Giró en redondo y le dio un revés en toda la cara. Timmy volvió a subir a la cama y huyó al rincón. Se abrazó a la almohada, pero se apartó al ver la mancha de sangre.

–Será mejor que estés listo cuando vuelva –le espetó el desconocido en un susurro–. Y deja de ponerlo todo perdido de sangre.

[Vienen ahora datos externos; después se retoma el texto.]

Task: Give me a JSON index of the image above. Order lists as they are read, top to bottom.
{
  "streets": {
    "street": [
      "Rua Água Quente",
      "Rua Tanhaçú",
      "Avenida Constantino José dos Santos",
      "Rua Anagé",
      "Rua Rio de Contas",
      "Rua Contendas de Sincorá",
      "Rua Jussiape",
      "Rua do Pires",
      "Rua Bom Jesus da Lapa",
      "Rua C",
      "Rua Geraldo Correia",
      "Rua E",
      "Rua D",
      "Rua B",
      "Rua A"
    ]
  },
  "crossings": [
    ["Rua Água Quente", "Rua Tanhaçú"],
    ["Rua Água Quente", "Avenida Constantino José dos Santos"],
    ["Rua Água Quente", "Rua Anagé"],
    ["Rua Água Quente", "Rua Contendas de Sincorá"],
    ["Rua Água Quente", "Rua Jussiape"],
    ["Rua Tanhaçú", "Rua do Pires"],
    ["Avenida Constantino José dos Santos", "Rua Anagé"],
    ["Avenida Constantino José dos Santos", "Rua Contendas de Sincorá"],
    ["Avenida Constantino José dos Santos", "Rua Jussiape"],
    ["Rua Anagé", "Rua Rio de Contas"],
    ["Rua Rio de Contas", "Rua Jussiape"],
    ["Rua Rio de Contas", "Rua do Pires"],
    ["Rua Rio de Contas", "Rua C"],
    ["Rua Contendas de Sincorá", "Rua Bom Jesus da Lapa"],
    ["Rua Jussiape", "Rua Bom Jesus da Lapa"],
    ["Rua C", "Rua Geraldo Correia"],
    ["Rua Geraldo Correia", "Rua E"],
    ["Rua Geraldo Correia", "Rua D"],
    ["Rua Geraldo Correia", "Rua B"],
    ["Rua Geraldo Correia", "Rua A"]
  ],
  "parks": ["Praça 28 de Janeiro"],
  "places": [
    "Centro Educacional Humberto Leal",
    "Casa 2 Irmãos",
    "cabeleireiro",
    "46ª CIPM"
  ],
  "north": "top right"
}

Acto seguido, salió corriendo por la puerta, la cerró con fuerza y echó los cierres, dejando a Timmy en un agujero de espesa negrura. Se marchó tan deprisa que ni siquiera se fijó en que la cadena de Timmy estaba rota y colgaba del borde de la cama, balanceándose.

 

 

A Christine no le hacía falta preguntarle a Eddie lo que se traía entre manos. Reconocía el camino de tierra serpenteante que ascendía para luego bajar en picado, sorteando los arces y los nogales que bordeaban el río. Era allí donde todos los crios iban a darse el lote, junto a la carretera de la Vieja Iglesia. Daba al río. Estaba desierto, tranquilo y negro. Allí era a donde se habían dirigido Jason Ashford y Amy Stykes la noche que descubrieron el cuerpo de Danny Alverez.